Spic Ecdysis (2014 – 2015)

(Ongoing) Photographic Series by Xandra Ibarra

The term ecdysis comes from Ancient Greek: ἐκδύω (ekduo), “to take off, strip off.”  It can also denote to put off—to delay finality itself.  In such a reading, as Xandra Ibarra’s fetid photo essay shows, the process of metamorphosis may be one wherein the horror comes not from change, but instead sameness.  Through a series of staged moltings, she exposes a body precisely unmarked by change—forced into a field of intelligibility where one’s exposure and meaning is predetermined.  Such is the situation of visibility for latinidad, and yet, it is here that Xandra dwells, molts, and strips down.  What she exposes is less the core of latinidad itself, and more a dwelling within the limits given—showing the false promise of sheer transformation.  We sit here, with Xandra’s body and her shedding of skin, of costume, of carcass, in a different time if only to endure the uncomfortable vicinity of the gap, the interval space where relation between old and new becomes opaque. But the irony lies—that is, the measured distance between antiquated meaning and what can be—in between the artist’s body and her cockroach skin.

Kafka, in his 1915 novella The Metamorphosis, understood the absurd trauma of realizing how transforming into a monster was no change at all but only the expression of the monsters we always already are.

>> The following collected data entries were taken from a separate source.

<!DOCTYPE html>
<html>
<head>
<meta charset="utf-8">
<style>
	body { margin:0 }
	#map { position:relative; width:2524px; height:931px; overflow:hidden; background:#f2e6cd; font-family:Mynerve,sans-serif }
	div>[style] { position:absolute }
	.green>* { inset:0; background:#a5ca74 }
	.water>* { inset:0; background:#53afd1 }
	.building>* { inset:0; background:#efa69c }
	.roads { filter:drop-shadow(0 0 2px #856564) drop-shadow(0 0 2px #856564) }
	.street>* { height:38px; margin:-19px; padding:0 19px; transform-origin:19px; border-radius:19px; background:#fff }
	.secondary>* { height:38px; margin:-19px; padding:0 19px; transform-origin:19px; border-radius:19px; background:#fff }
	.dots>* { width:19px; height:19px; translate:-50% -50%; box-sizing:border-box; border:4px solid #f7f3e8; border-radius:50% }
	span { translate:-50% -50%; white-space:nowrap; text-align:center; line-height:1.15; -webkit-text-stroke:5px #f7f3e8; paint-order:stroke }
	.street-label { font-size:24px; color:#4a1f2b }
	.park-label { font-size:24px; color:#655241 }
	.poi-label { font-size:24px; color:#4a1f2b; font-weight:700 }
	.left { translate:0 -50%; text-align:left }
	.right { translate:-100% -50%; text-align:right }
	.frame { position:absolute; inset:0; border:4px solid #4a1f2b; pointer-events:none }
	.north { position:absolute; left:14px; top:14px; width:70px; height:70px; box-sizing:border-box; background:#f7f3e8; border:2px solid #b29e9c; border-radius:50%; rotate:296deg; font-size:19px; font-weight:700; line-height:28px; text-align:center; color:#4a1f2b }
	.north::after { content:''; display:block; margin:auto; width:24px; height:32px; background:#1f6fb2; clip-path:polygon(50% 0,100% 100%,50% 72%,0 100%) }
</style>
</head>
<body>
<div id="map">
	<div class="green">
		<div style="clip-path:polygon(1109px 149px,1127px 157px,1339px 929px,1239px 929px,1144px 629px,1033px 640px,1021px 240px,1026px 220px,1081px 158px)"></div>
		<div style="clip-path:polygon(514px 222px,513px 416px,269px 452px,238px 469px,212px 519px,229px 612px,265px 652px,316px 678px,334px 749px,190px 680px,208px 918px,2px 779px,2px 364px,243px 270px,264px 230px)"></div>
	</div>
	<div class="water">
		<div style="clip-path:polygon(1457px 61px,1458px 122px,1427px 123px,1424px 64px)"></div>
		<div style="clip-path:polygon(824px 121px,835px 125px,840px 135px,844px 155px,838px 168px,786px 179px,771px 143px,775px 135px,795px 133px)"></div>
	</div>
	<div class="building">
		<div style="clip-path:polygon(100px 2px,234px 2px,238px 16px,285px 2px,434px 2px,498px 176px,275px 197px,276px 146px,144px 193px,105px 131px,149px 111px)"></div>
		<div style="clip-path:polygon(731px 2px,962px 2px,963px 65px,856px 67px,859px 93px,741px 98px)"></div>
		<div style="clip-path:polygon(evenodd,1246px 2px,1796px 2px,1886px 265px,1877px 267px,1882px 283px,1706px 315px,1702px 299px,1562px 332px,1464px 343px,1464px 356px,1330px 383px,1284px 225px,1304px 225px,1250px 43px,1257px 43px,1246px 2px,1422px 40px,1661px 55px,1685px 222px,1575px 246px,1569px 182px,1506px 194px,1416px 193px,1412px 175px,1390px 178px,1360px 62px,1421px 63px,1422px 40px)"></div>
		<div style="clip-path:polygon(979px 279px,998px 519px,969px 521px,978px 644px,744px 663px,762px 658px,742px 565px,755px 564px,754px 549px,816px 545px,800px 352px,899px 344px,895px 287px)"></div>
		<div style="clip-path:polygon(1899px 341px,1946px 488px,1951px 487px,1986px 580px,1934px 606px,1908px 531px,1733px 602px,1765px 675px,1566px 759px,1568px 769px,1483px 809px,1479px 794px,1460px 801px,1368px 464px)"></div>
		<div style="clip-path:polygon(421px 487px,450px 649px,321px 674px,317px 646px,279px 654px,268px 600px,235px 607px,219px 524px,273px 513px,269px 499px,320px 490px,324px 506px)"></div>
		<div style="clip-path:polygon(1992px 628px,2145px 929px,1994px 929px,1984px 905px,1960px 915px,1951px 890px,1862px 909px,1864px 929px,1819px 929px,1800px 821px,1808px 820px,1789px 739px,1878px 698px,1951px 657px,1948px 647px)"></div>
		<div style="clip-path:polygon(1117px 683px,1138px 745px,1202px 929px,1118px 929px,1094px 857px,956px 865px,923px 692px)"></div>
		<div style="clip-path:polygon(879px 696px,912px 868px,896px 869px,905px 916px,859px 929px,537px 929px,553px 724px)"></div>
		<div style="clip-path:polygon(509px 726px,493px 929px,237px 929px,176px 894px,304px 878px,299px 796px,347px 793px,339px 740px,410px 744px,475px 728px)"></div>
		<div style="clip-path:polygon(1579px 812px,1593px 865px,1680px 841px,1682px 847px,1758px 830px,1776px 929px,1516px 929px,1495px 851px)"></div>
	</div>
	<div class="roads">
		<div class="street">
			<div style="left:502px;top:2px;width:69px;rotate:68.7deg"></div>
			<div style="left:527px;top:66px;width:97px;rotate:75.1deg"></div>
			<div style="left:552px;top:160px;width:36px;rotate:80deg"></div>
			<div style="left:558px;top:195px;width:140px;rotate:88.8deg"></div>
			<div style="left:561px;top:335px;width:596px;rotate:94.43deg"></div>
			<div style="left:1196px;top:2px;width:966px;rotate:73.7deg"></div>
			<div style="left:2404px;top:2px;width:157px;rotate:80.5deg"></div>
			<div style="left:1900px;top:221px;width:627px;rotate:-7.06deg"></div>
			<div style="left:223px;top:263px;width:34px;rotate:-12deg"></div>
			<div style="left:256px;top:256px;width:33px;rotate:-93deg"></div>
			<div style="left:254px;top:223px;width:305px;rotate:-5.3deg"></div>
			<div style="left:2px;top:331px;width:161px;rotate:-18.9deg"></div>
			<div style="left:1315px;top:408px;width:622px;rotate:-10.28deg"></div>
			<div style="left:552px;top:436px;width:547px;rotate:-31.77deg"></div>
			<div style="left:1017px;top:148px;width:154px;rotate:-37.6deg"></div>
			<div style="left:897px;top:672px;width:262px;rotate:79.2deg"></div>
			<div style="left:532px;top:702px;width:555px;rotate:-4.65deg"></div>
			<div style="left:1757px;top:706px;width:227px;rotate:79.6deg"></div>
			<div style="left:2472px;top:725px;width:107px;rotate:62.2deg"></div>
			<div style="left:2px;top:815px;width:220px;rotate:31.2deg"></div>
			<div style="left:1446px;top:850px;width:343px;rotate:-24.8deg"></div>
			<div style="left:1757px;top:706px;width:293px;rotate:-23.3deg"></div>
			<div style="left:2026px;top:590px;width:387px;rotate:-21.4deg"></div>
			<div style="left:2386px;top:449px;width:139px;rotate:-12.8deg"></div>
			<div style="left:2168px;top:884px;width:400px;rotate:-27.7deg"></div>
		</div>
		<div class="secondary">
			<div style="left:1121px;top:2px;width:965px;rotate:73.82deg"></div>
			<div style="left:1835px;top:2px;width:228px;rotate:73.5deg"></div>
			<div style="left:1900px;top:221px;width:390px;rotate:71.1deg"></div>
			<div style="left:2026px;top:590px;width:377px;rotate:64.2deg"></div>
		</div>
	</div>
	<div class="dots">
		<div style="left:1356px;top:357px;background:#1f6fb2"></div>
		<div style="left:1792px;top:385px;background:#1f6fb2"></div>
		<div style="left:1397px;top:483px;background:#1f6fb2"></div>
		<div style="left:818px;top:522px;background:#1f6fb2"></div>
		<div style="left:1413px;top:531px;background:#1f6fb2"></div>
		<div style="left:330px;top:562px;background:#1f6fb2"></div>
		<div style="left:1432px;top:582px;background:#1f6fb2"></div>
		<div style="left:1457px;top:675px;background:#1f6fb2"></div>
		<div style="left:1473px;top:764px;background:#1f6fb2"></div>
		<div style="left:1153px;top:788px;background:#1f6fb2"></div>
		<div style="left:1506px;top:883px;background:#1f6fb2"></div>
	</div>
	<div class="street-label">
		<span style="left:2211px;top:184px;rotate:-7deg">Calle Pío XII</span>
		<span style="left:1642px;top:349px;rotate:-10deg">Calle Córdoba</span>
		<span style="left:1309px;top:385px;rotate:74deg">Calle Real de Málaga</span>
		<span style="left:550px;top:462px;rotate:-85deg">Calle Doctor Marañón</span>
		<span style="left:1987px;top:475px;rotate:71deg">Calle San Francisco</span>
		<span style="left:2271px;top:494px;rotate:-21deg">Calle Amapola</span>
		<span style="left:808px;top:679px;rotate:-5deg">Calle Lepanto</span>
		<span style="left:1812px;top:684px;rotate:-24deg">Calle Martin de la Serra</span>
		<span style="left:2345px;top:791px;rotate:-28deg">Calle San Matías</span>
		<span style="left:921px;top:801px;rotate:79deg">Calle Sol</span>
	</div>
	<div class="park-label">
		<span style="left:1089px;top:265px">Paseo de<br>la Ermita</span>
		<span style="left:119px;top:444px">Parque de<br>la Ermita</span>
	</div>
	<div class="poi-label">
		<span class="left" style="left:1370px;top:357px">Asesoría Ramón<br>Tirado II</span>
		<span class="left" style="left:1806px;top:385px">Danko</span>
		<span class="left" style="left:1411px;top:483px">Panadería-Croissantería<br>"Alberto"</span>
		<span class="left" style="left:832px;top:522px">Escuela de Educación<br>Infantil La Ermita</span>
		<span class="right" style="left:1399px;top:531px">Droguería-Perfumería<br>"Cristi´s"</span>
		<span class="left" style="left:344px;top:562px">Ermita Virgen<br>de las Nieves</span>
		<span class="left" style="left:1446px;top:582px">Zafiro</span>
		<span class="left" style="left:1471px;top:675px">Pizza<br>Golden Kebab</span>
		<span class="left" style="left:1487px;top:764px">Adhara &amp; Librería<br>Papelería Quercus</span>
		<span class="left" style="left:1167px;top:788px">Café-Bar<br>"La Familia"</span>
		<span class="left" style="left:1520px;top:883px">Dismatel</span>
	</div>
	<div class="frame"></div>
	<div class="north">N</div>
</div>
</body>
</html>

However, Kafka’s sheer nihilism comes into direct tension with the understudied Chicano novel The Revolt of the Cockroach People by the equally absurd writer Oscar Zeta Acosta. Here we find “the cockroach” as an umbrella metaphor for undesirable people living in the United States at the pinnacle of social unrest. The cockroach people might be unwanted but exert a constant presence nonetheless, a nuisance to normativity and its white protocols. But both Kafka and Zeta’s cockroach fail to capture the cucarachica Ibarra’s work distills for us. Blanket nihilism and the rallying cries of revolution (that believes in the promise of demographic numbers translating to activist change) engender a particular masculinity that seems to come into crisis at the interval between the individual and the collective. It is at this crossroads that we find Xandra floating, as she might say “sick and tired of being sick and tired,” lying down in between moltings, vulnerable and stalwart.  She reminds us, supine, of the most stereotypical of Spanish folk corridos—that became popular during the Mexican Revolution. La cucaracha/La cucaracha/ Ya no puede caminar—so if, through repetition, we revisit the roach as a figure, par excellence, of the double bind of the debasement and potential futural change (whether by revolution or infestation) of brown folks, Xandra’s work asks us to sit down if we can’t walk any further with this figure, to ask what molting and skins mean in a world that so quickly promises change and delivers the same, that invokes fear and future with numbers, and that makes aesthetics mute in lies of wholeness.  Her work, for us, gestures at the potential for the aesthetic to slow down the political, to dwell with questions and impasses, and to do so with pleasure.

Christina Leon and Joshua Guzman, “Lingering Latinidad.” Presentation at The Center for Latino Policy and Research, Berkeley, California. May 2, 2016.